### TASK REQUIREMENTS
Count the lines in the records beneath this task that contain the string "Çetinkaya", then give the count by itself.

*** Opening TASK MATERIAL ***

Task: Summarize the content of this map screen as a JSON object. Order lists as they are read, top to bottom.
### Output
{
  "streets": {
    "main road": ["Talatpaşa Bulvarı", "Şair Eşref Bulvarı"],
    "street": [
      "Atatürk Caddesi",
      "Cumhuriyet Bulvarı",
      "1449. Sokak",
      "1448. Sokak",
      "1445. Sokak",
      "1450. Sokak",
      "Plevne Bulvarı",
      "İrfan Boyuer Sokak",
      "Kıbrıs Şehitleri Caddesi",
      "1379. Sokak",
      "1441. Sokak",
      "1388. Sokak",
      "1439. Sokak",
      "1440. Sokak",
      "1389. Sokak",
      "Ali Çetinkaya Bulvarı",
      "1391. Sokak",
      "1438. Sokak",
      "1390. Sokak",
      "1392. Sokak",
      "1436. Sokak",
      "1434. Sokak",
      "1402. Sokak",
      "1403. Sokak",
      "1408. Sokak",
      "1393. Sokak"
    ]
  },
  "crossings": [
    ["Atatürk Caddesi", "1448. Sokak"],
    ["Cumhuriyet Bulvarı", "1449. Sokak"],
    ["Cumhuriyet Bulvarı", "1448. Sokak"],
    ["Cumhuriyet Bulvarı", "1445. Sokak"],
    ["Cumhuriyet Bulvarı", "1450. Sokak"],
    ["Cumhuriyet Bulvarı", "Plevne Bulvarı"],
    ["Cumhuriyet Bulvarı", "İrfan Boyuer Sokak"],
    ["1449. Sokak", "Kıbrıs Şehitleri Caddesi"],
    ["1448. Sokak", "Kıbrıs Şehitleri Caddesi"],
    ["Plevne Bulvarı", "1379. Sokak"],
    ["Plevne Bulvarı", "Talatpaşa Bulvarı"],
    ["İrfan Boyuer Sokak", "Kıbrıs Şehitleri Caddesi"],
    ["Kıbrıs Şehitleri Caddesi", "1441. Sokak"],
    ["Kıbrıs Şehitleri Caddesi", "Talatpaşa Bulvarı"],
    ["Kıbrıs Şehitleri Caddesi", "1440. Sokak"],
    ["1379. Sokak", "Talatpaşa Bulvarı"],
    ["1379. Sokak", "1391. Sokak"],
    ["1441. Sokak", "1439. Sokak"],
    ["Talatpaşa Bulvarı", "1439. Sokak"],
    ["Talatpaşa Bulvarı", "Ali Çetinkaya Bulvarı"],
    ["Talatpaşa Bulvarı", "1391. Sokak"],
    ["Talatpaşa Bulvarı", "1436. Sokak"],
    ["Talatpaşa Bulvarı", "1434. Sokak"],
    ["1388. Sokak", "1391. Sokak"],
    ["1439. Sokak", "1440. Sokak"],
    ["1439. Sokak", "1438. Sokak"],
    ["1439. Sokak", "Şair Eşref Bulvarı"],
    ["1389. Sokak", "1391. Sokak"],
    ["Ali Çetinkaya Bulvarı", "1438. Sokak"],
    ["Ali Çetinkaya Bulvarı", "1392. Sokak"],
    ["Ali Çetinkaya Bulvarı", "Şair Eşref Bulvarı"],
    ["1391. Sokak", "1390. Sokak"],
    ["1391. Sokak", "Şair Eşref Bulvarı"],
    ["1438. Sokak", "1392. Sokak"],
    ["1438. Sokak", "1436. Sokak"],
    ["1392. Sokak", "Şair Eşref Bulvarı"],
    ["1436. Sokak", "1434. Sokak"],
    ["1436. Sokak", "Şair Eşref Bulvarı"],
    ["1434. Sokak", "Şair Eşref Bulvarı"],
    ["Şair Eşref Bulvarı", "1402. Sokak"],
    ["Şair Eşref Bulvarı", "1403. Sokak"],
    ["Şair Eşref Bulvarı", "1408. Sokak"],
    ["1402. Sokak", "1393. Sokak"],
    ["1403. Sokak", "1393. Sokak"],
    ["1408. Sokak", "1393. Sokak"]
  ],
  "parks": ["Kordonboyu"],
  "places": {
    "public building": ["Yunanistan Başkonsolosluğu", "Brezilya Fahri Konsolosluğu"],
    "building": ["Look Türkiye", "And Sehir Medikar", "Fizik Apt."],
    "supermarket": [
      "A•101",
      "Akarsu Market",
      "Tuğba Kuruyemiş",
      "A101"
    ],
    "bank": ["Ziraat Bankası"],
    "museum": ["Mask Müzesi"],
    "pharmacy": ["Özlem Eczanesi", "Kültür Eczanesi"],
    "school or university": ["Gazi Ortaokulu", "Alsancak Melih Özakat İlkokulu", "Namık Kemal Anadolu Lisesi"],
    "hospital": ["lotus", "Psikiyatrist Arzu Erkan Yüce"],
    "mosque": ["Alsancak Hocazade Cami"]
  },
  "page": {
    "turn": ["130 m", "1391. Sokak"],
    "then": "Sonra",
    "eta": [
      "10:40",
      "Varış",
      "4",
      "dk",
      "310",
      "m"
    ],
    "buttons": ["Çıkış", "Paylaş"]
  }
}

*** Closing TASK MATERIAL ***

### YOUR SOLUTION
5